While most online businesses are stressing over SEO, social media marketing, and perhaps even pay per click campaigns, email marketing rolls along delivering a steady flow of targeted traffic. Email marketing suffers from an image problem in some sectors. First, it is viewed as being too hard. Secondly, it is viewed as being below the old-fashioned junk mail that still floods our snail mail boxes.
These are both misconceptions that need clarifying. Let’s take the second point first. Today’s email marketing campaigns are as much controlled by the receiver as it is the sender. If you run your email campaigns correctly, then the only email addresses you have are those who have opted in – and they always have the opportunity to opt out again whenever they want. As to junk mail, that depends on you. You can choose to send junk, or you can choose to send newsletters that receivers will read and find useful.

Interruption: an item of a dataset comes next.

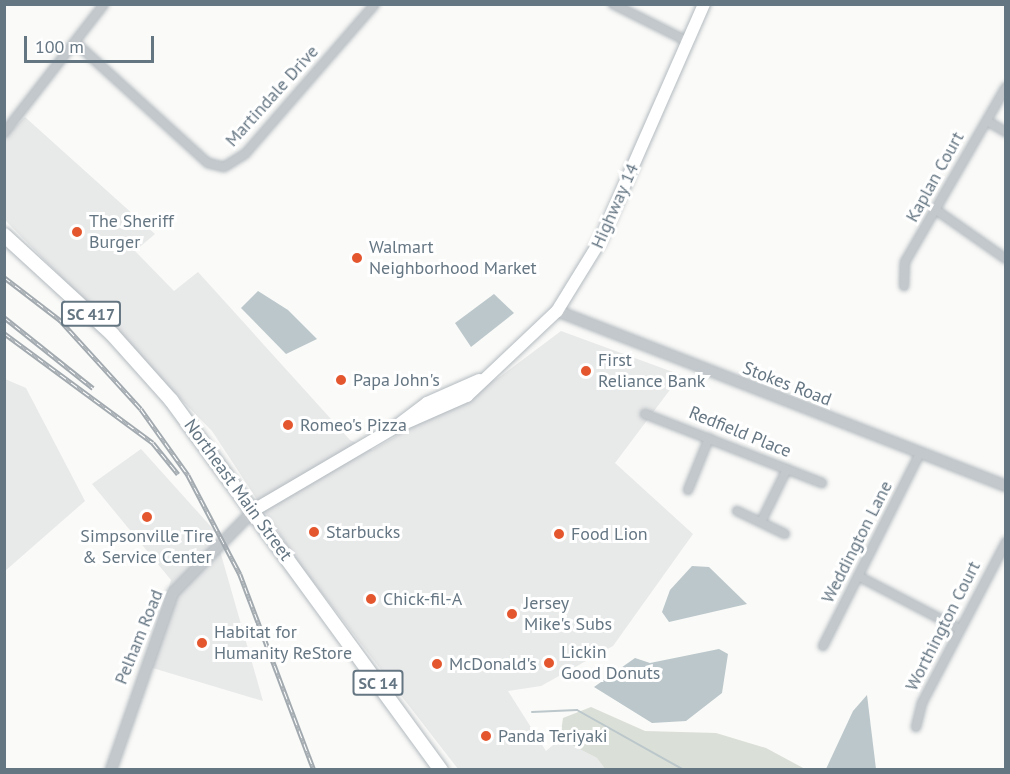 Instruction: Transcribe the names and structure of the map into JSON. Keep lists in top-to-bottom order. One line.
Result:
{"streets":{"main road":["Highway 14","SC 417","Northeast Main Street","SC 14"],"street":["Martindale Drive","Kaplan Court","Stokes Road","Redfield Place","Weddington Lane","Worthington Court","Pelham Road"]},"crossings":[["Highway 14","Stokes Road"],["Highway 14","Northeast Main Street"],["Highway 14","Pelham Road"],["Stokes Road","Weddington Lane"],["Northeast Main Street","Pelham Road"]],"places":["The Sheriff Burger","Walmart Neighborhood Market","First Reliance Bank","Papa John's","Romeo's Pizza","Simpsonville Tire & Service Center","Starbucks","Food Lion","Chick-fil-A","Jersey Mike's Subs","Habitat for Humanity ReStore","Lickin Good Donuts","McDonald's","Panda Teriyaki"],"scale_bar":"100 m"}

Is email marketing too hard? Hard is probably too strong a word. There are several services available that will handle the grunt work for you. That is, collecting and storing the email addresses. You just need to make a form available to your visitors, and they will do the rest.
You actual marketing emails are up to you. They can be very simple and very plain emails inviting your recipients to come back to your website, perhaps offering discounts or special offers. You can also make your newsletters quite professional by hiring a specialist in this field.
Email marketing is neither hard nor junk mail. A recent report has highlighted how successful promotional emails are in relation to search and social media marketing. If you haven’t tried before, I suggest you do a little research.
A post on Search Engine Journal highlights some of the problems that face businesses when it comes to pay per click marketing. There are several good points made in the post, particularly when it comes to who you hire to manage your pay per click marketing campaigns. The difficulty faced by management is that pay per click is so foreign to them, but they have trouble understanding some of the analytics presented to them.
The management of pay per click marketing should be seen as a professional service. Managers often know little of accounting or legal matters, so they hire professionals to look after those areas of their business. The Internet should be seen in the same light. When hiring a professional organization to manage any of your online activities, you should apply the same due diligence you would show to an accounting or legal firm.
One of the points the post on Search Engine Journal highlighted was that of basic dishonesty - to quote from the post:
Many businesses larger and small don’t ask enough questions from their paid search person/company. Many companies hide what your CPC and CPA is and therefore you will never really know if your PPC is cost effective.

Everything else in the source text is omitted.